Dervişoğlu, "Bahçeli'nin geçmişteki hamlelerine baktığımız zaman bu hamlelerin farklı özneler içerdiğine şahit olduk. 'Gelsin bu kürsüde konuşsun demek', Abdullah Öcalan'ı serbest bırakmak demektir. Ben Bahçeli'nin Öcalan çağrısına şaşırmadım. Türk siyasetinde ne zaman bir kırılma noktasına gidiyoruz diye düşünüldüğünde sayın Bahçeli'nin birçok böyle hamlesine şahit olmuşuzdur." ifadelerini kullandı.

"Siyaseten bir hedefi olmayan kişi benim muhatabım değildir"

Bahçeli'ye ilişkin sert sözler söyleyen Dervişoğlu, "Devlet Bahçeli üzerinden kurgulanmış senaryoları konuşmak istemiyorum. Tanıyamıyorum kendisini. Siyaseten bir hedefi olmayan kişi benim muhatabım değildir, rakibim hiç değildir." diye konuştu.

Dervişoğlu'nun açıklamalarından öne çıkanlar şöyle;

 

"Bu işten hayırlı bir sonuç çıkmaz"

Sayın Devlet Bahçeli'nin önermesi, sayın Erdoğan'ın da müsadesiyle DEM yöneticileri Abdullah Öcalan'ı ziyaret etti. Orada kendilerine söylenenler bir metne dönüştürüldü ve kamuoyu ile paylaşıldı. Burada bir paradigmadan, bir stratejiden bahsediliyor. Bu değişikliğe vesile olanın da İmralı'daki şahıs tarafından devletten kaynaklandığı ifade ediliyor.
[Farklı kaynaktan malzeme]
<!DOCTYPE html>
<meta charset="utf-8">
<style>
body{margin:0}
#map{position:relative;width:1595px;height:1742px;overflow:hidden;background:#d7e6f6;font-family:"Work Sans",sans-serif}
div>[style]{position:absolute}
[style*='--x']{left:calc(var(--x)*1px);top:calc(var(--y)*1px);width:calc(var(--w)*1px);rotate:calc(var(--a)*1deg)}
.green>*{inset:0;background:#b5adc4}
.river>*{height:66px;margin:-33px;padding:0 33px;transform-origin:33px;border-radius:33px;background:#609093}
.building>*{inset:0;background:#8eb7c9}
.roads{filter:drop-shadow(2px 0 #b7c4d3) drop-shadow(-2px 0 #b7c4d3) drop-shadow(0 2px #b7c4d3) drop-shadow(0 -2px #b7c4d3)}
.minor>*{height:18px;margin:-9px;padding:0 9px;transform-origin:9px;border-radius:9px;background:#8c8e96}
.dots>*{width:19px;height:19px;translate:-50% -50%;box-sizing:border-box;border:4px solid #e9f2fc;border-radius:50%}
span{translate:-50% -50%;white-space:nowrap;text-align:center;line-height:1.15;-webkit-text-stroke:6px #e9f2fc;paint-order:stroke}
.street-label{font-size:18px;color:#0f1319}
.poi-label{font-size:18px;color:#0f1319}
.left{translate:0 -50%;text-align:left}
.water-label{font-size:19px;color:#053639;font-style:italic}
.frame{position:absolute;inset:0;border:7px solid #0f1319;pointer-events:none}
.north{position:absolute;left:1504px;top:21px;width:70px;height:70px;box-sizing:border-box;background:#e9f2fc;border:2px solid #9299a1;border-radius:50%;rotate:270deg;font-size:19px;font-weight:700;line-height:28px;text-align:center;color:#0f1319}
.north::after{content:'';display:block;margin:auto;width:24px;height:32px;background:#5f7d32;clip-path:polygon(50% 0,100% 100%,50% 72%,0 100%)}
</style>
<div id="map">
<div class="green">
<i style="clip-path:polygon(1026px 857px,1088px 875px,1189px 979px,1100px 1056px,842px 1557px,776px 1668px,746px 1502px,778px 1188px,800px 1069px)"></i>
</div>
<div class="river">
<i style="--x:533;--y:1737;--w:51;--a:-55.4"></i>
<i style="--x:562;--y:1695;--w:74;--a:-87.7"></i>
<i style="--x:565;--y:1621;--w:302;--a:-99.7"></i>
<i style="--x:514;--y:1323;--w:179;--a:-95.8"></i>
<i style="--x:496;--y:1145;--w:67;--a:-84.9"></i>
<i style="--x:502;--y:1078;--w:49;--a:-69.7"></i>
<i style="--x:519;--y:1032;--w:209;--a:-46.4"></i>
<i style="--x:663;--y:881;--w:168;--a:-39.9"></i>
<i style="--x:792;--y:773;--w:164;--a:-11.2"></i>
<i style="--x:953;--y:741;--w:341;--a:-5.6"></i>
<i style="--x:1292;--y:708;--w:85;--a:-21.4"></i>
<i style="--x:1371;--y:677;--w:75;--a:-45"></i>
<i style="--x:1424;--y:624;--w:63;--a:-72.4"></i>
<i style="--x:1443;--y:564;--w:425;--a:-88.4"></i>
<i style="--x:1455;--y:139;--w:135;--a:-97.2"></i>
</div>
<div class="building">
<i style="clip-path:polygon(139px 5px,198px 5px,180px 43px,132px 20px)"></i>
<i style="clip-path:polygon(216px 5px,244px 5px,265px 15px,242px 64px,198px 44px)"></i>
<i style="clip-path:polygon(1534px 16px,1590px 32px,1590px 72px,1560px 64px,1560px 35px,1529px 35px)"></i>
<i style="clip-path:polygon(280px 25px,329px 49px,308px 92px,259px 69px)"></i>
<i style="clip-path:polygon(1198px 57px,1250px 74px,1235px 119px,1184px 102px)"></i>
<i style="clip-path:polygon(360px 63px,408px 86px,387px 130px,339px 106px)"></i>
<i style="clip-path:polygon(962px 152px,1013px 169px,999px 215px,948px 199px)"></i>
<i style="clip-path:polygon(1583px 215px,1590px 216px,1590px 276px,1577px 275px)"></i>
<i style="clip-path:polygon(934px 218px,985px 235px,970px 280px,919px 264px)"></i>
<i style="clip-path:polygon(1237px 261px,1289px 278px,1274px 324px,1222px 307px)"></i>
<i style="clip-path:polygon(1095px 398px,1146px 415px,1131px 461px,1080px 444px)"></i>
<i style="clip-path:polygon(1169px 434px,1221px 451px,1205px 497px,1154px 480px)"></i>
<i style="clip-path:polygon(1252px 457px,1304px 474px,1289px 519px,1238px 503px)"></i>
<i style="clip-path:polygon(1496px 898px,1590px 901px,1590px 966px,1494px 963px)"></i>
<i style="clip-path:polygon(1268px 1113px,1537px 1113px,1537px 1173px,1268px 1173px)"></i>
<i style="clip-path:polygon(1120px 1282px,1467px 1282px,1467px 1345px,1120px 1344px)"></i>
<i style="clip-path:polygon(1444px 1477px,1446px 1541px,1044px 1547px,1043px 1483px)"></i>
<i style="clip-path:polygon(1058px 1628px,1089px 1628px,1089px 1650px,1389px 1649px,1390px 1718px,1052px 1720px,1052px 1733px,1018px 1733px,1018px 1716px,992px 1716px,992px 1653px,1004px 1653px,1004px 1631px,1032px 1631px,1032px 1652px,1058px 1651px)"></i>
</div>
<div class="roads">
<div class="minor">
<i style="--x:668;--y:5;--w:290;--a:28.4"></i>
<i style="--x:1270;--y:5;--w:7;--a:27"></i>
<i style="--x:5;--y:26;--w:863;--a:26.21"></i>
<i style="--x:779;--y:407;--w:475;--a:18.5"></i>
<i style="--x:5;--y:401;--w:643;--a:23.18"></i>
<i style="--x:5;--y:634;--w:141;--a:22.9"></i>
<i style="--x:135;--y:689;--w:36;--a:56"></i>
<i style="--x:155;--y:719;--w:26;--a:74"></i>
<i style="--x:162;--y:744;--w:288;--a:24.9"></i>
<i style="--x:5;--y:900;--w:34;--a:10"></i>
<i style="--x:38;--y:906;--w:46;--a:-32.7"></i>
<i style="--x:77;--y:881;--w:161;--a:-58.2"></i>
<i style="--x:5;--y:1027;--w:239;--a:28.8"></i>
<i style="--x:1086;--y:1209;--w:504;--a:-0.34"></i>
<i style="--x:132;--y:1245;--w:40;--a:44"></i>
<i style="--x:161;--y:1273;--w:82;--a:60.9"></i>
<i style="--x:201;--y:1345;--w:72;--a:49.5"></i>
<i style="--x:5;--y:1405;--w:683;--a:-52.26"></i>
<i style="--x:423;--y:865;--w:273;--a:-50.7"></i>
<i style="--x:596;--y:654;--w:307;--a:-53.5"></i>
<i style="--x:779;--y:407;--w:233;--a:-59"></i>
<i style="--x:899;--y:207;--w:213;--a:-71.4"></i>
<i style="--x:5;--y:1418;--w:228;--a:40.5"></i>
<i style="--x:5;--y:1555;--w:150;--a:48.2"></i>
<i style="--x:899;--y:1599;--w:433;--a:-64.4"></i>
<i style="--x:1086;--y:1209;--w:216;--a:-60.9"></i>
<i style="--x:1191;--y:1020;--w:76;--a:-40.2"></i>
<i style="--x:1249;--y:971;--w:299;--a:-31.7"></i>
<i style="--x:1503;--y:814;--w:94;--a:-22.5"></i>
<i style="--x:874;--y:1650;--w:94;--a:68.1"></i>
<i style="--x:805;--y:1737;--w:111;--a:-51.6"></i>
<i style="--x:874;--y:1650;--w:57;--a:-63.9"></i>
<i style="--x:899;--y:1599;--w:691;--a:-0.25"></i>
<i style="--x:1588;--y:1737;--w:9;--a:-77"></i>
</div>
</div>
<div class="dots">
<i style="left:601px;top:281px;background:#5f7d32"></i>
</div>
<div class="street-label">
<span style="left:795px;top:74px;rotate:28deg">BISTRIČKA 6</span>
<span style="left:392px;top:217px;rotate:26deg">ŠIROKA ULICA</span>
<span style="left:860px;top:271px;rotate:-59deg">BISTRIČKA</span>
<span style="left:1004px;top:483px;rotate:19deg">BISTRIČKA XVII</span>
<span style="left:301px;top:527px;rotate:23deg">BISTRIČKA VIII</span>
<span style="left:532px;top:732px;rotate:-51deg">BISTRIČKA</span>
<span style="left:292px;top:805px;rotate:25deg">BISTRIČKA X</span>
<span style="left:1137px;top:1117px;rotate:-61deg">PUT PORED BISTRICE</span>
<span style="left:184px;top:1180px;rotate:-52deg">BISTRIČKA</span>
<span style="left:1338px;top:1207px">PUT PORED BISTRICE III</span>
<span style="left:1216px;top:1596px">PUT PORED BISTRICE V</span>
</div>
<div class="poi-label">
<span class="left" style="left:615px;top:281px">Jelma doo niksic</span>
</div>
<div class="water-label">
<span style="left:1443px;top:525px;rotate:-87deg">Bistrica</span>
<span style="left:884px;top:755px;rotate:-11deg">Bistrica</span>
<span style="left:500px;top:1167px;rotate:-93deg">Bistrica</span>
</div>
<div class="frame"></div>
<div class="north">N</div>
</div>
Değişiklik varsa Abdullah Öcalan'a kuryelik yapanlar tarafından değil buna yol veren ve müsaade eden tarafından aktarılması lazım. Türkiye'nin her sorununun çözülmesi konusunda ortak adım atarız. O zaman adı HDP idi. HDP'nin siyasi bir parti olarak kabul edilmesinden yana bir tavır koymuştum ve o zamanlar linç edilmiştim. Burada başlangıç yanlış. Bu hükümete doğrusunu öğretemeyiz. Çünkü kuruluş aşamasında beynelminel örgütlerle, kurulduktan ve iktidar olduktan sonra FETÖ ile Suriye'de HTŞ gibi örgütlerle ilişki kurmayı devlet aklı yönünden mahsur görmeyen biriyle ben bu işin doğrusu budur diye konuşamam. Bu zamana kadar kurmuş oldukları ittifakların sonucuna bakarak bu işten de hayırlı bir sonuç çıkacağını düşünmüyorum.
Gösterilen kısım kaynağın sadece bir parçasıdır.